▶ [STUDY MATERIAL]
—————
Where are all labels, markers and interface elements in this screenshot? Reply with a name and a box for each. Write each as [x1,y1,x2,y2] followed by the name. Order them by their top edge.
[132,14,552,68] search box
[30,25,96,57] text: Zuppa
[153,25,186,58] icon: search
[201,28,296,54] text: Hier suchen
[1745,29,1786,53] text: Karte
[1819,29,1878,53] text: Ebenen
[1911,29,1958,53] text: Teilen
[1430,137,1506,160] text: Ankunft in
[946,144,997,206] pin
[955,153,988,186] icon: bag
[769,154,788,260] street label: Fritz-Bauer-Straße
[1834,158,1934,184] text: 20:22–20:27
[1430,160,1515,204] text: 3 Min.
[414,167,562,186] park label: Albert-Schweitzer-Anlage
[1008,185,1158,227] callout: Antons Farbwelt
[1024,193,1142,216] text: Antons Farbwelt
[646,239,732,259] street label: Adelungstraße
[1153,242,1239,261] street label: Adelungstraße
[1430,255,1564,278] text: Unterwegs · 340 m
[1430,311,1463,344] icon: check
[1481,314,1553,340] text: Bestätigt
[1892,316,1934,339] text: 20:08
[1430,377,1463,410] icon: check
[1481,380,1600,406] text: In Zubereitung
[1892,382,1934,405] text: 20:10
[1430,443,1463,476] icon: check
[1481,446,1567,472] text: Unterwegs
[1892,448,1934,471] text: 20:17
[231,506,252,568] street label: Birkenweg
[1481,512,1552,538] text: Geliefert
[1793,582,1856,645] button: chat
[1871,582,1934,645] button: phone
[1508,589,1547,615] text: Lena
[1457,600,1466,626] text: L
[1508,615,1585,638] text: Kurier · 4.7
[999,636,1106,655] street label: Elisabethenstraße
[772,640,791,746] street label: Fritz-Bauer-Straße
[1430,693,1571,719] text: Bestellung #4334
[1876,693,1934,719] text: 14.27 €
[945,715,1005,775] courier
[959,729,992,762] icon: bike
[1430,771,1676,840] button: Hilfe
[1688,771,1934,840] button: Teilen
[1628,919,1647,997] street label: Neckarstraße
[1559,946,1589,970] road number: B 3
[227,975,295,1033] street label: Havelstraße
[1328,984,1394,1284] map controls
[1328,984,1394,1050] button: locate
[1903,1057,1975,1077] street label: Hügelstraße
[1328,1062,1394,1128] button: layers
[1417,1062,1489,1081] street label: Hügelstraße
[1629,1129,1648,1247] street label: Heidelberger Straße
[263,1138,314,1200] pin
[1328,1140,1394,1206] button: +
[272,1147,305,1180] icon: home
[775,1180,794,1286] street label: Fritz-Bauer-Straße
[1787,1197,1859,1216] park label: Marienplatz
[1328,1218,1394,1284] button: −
—————
▶ [WHAT IS BEING ASKED] Your task is to give back every record exactly.

▶ [WRITTEN ANSWER]
Where are all labels, markers and interface elements in this screenshot? Reply with a name and a box for each. Write each as [x1,y1,x2,y2] followed by the name. Order them by their top edge.
[132,14,552,68] search box
[30,25,96,57] text: Zuppa
[153,25,186,58] icon: search
[201,28,296,54] text: Hier suchen
[1745,29,1786,53] text: Karte
[1819,29,1878,53] text: Ebenen
[1911,29,1958,53] text: Teilen
[1430,137,1506,160] text: Ankunft in
[946,144,997,206] pin
[955,153,988,186] icon: bag
[769,154,788,260] street label: Fritz-Bauer-Straße
[1834,158,1934,184] text: 20:22–20:27
[1430,160,1515,204] text: 3 Min.
[414,167,562,186] park label: Albert-Schweitzer-Anlage
[1008,185,1158,227] callout: Antons Farbwelt
[1024,193,1142,216] text: Antons Farbwelt
[646,239,732,259] street label: Adelungstraße
[1153,242,1239,261] street label: Adelungstraße
[1430,255,1564,278] text: Unterwegs · 340 m
[1430,311,1463,344] icon: check
[1481,314,1553,340] text: Bestätigt
[1892,316,1934,339] text: 20:08
[1430,377,1463,410] icon: check
[1481,380,1600,406] text: In Zubereitung
[1892,382,1934,405] text: 20:10
[1430,443,1463,476] icon: check
[1481,446,1567,472] text: Unterwegs
[1892,448,1934,471] text: 20:17
[231,506,252,568] street label: Birkenweg
[1481,512,1552,538] text: Geliefert
[1793,582,1856,645] button: chat
[1871,582,1934,645] button: phone
[1508,589,1547,615] text: Lena
[1457,600,1466,626] text: L
[1508,615,1585,638] text: Kurier · 4.7
[999,636,1106,655] street label: Elisabethenstraße
[772,640,791,746] street label: Fritz-Bauer-Straße
[1430,693,1571,719] text: Bestellung #4334
[1876,693,1934,719] text: 14.27 €
[945,715,1005,775] courier
[959,729,992,762] icon: bike
[1430,771,1676,840] button: Hilfe
[1688,771,1934,840] button: Teilen
[1628,919,1647,997] street label: Neckarstraße
[1559,946,1589,970] road number: B 3
[227,975,295,1033] street label: Havelstraße
[1328,984,1394,1284] map controls
[1328,984,1394,1050] button: locate
[1903,1057,1975,1077] street label: Hügelstraße
[1328,1062,1394,1128] button: layers
[1417,1062,1489,1081] street label: Hügelstraße
[1629,1129,1648,1247] street label: Heidelberger Straße
[263,1138,314,1200] pin
[1328,1140,1394,1206] button: +
[272,1147,305,1180] icon: home
[775,1180,794,1286] street label: Fritz-Bauer-Straße
[1787,1197,1859,1216] park label: Marienplatz
[1328,1218,1394,1284] button: −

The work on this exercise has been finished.